Saved data entries:
+++
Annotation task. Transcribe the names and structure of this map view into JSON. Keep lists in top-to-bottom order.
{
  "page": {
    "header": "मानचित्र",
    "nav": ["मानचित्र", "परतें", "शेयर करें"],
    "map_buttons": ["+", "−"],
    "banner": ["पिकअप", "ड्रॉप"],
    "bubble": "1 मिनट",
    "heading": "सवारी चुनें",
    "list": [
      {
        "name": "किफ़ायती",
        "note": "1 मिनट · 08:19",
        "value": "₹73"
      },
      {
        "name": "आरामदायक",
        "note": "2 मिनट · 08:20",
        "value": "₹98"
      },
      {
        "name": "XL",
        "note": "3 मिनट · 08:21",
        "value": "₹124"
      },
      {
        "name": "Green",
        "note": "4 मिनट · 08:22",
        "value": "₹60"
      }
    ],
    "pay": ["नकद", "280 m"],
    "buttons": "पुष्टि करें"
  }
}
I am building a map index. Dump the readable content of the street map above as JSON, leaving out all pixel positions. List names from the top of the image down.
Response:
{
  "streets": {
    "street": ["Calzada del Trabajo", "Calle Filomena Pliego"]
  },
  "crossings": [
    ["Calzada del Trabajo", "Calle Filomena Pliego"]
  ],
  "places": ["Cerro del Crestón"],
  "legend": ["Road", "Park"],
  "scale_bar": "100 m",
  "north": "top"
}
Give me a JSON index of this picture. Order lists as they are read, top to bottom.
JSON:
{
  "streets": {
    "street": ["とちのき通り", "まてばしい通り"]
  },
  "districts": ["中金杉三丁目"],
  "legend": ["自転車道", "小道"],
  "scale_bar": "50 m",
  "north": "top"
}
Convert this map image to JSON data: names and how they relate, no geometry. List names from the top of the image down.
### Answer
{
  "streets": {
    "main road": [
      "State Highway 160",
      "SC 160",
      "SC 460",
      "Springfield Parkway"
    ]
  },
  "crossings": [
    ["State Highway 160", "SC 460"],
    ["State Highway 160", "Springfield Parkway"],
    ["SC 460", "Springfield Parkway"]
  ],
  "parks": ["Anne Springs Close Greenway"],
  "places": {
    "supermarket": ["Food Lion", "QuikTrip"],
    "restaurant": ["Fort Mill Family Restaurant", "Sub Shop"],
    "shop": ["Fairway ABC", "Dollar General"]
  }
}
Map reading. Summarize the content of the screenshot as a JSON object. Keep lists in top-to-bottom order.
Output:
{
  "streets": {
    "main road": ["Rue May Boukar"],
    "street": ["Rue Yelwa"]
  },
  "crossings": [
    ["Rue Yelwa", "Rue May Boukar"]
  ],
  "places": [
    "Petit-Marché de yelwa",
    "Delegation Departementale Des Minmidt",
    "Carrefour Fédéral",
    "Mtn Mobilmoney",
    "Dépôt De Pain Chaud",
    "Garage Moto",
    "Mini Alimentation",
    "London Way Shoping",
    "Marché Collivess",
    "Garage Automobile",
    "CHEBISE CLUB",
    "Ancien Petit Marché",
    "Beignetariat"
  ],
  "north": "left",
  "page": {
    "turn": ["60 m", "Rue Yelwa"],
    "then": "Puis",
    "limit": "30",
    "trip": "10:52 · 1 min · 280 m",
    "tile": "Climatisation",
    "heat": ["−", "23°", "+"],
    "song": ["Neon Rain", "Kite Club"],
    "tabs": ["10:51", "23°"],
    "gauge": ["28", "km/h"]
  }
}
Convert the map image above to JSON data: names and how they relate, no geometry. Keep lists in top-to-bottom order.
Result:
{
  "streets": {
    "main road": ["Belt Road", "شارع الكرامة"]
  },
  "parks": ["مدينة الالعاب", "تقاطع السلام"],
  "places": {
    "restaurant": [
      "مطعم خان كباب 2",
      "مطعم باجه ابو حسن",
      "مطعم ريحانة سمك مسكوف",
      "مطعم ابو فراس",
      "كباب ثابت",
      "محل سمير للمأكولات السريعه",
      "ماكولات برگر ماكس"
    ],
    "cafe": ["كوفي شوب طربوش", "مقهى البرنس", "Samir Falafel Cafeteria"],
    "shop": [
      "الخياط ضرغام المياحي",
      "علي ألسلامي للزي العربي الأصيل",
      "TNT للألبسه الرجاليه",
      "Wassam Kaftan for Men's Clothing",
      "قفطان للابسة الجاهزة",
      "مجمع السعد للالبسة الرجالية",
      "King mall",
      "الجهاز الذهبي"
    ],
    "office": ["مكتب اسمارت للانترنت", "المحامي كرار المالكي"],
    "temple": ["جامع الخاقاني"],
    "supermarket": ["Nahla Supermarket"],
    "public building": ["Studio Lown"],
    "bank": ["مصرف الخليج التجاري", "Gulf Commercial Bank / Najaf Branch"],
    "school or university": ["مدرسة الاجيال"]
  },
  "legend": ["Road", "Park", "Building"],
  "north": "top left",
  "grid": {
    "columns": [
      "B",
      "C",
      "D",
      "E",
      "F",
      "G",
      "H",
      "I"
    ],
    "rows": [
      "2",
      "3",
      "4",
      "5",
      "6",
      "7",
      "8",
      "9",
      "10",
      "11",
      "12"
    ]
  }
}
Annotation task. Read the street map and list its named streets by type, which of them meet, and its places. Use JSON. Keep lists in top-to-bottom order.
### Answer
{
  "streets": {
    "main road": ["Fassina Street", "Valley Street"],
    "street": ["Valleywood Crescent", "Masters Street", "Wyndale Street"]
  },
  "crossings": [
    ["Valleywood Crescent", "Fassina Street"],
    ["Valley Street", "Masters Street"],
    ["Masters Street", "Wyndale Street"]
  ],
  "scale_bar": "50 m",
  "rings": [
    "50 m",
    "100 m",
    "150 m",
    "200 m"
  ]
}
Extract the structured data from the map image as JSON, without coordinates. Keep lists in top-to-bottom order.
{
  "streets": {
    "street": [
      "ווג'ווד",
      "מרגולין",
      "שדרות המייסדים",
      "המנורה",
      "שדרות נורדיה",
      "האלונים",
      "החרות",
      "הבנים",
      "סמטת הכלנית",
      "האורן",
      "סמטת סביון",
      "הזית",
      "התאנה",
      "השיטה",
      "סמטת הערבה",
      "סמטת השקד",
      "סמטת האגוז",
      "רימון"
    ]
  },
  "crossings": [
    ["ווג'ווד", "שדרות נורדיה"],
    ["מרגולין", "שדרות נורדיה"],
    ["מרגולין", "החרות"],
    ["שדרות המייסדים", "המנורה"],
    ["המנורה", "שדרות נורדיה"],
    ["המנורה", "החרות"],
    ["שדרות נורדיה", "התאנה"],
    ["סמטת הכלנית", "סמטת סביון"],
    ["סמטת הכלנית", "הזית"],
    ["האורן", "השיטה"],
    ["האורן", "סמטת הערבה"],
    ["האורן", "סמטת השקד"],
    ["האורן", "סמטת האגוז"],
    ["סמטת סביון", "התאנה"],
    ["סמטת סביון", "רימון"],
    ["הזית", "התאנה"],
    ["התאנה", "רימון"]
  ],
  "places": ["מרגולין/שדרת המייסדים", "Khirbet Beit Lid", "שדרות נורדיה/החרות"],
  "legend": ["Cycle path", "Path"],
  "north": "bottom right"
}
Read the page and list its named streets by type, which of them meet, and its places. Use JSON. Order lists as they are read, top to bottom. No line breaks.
+++
■ **Work task**
Go through the entries and filter for lines holding the word "above"; copy each match.

■ **Expected answer**
I am building a map index. Dump the readable content of the street map above as JSON, leaving out all pixel positions. List names from the top of the image down.
Convert the map image above to JSON data: names and how they relate, no geometry. Keep lists in top-to-bottom order.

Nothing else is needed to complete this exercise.